Data records
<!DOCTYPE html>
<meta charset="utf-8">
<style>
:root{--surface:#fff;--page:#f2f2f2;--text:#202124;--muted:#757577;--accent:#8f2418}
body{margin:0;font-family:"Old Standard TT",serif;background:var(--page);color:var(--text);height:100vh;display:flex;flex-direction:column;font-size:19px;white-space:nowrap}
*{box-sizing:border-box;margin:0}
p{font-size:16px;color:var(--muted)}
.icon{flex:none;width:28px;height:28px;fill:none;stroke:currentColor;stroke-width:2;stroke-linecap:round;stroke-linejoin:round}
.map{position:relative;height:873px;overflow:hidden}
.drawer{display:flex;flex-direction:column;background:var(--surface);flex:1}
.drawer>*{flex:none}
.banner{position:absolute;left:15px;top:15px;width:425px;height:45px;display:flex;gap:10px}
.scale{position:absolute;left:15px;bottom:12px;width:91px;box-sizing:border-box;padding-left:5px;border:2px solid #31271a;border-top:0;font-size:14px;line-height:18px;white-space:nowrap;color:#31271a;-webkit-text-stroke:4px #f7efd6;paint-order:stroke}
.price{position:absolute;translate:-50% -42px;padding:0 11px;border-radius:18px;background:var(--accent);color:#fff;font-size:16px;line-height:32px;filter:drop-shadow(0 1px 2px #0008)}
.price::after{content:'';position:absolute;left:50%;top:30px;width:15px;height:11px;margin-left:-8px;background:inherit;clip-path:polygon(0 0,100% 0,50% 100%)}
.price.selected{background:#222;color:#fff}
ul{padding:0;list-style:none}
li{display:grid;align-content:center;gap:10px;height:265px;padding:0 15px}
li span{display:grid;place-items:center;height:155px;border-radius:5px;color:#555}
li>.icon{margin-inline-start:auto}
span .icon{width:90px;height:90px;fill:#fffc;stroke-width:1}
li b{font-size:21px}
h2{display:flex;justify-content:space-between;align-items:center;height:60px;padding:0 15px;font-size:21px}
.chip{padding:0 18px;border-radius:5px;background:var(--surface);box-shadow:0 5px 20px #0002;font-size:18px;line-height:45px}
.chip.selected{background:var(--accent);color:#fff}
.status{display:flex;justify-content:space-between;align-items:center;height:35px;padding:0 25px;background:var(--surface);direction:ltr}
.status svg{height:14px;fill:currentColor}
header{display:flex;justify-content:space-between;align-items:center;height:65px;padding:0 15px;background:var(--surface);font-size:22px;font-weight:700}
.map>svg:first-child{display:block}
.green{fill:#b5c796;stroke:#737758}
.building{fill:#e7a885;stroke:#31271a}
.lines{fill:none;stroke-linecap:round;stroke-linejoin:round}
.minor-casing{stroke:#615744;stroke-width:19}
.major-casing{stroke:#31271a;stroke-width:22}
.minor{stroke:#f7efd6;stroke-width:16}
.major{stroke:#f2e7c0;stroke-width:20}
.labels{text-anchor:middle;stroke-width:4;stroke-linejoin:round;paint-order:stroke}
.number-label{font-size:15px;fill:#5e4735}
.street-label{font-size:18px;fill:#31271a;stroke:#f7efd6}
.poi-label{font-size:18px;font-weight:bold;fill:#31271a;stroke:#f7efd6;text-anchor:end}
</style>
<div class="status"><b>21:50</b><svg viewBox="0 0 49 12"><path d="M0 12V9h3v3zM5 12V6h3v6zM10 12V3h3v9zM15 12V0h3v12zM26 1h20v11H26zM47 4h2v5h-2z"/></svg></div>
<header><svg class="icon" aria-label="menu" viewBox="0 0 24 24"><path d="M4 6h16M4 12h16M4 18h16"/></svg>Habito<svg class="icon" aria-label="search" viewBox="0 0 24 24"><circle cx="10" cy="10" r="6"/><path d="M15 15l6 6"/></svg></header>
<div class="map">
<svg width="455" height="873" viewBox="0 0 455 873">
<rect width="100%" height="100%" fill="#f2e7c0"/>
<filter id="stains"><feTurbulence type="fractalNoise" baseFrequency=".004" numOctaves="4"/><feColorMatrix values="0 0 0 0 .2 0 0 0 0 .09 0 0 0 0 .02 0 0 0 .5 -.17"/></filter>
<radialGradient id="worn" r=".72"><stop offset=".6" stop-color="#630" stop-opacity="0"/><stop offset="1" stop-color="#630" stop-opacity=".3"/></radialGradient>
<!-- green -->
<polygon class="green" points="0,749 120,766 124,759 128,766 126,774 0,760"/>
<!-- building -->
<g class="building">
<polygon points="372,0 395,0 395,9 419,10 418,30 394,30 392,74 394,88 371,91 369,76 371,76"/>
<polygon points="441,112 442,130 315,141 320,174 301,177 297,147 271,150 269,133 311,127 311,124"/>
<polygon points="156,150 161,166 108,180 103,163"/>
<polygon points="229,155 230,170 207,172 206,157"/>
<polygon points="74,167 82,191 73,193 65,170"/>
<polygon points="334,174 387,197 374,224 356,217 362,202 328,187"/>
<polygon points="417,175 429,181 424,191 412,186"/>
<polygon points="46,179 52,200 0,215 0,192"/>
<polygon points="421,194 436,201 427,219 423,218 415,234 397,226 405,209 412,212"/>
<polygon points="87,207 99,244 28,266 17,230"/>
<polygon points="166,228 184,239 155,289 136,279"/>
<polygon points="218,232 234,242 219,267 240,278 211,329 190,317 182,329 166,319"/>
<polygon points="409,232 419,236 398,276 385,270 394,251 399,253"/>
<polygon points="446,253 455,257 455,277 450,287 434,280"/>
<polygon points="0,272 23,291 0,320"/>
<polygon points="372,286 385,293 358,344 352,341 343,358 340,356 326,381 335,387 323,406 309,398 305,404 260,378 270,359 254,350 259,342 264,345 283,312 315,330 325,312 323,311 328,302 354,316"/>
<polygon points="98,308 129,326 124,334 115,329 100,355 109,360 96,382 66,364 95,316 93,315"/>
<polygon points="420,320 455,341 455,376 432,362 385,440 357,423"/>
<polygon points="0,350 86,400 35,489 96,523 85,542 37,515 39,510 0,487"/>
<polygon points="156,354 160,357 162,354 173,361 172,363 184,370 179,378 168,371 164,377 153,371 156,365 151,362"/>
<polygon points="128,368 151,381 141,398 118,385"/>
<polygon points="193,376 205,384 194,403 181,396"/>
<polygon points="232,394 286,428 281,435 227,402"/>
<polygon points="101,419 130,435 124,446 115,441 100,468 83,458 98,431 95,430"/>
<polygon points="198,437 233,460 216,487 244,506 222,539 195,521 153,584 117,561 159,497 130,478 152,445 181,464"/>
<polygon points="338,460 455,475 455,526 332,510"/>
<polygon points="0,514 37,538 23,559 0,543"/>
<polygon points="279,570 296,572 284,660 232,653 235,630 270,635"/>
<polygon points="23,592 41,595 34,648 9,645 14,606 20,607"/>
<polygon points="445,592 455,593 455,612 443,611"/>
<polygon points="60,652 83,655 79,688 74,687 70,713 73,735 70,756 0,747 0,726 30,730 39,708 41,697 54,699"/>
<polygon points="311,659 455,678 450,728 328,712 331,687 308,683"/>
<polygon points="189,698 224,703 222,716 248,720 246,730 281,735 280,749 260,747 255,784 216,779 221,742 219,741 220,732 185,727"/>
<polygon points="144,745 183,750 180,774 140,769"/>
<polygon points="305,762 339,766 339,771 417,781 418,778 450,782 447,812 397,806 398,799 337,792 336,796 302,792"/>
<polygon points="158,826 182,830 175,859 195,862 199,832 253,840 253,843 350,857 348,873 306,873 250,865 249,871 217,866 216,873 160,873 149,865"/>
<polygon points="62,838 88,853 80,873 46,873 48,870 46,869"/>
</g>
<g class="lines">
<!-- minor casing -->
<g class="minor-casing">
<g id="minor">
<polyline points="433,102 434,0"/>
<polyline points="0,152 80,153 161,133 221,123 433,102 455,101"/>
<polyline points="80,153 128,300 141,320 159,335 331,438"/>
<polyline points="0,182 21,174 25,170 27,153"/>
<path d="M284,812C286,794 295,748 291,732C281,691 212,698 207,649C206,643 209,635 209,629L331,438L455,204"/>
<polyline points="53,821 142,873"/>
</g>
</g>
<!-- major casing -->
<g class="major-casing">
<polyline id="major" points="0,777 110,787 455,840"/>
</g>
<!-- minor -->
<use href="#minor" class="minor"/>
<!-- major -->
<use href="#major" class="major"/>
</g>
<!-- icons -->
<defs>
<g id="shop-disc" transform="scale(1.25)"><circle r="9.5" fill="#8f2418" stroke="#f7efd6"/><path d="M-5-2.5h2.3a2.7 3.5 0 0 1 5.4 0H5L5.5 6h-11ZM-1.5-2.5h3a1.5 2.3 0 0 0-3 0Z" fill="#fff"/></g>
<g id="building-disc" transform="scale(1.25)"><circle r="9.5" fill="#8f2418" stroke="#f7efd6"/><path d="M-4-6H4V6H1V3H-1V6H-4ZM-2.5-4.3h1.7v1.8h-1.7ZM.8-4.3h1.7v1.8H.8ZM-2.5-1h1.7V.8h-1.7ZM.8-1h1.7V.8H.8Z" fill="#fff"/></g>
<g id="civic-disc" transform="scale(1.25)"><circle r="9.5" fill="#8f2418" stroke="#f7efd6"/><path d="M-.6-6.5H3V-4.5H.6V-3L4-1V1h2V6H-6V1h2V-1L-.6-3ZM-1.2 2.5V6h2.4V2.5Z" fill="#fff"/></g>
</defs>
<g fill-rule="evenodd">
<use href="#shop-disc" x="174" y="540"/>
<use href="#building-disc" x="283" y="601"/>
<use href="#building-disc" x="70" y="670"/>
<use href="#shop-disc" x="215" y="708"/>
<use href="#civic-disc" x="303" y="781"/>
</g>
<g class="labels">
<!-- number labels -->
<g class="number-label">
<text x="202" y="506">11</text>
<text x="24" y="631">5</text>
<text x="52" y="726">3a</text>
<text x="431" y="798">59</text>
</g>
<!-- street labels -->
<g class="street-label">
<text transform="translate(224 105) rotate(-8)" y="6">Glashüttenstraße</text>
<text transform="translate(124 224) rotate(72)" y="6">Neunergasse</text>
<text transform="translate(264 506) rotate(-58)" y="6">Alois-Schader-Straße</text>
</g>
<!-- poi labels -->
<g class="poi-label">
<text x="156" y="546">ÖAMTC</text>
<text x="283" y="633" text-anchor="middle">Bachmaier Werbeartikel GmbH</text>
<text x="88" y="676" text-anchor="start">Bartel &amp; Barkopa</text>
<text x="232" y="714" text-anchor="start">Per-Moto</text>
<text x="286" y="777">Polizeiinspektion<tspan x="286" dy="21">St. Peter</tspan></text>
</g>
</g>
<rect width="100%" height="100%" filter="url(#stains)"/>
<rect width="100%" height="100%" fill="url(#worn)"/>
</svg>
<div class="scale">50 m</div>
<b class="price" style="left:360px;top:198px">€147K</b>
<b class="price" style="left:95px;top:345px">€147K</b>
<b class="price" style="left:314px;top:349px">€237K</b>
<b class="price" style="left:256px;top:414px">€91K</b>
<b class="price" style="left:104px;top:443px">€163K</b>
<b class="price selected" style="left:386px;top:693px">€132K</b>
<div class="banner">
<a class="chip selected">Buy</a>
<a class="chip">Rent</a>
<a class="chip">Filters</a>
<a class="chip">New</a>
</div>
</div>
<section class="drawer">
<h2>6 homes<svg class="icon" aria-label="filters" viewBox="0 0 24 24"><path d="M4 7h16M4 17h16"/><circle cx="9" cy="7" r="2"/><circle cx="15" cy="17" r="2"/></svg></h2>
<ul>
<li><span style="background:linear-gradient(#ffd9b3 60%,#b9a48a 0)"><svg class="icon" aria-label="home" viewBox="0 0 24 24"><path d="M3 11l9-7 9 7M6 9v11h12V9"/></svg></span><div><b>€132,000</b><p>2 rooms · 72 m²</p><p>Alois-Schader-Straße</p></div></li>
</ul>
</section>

Task directions:
Work out how many lines in the entries contain "none" and give that number alone.

Response area:
4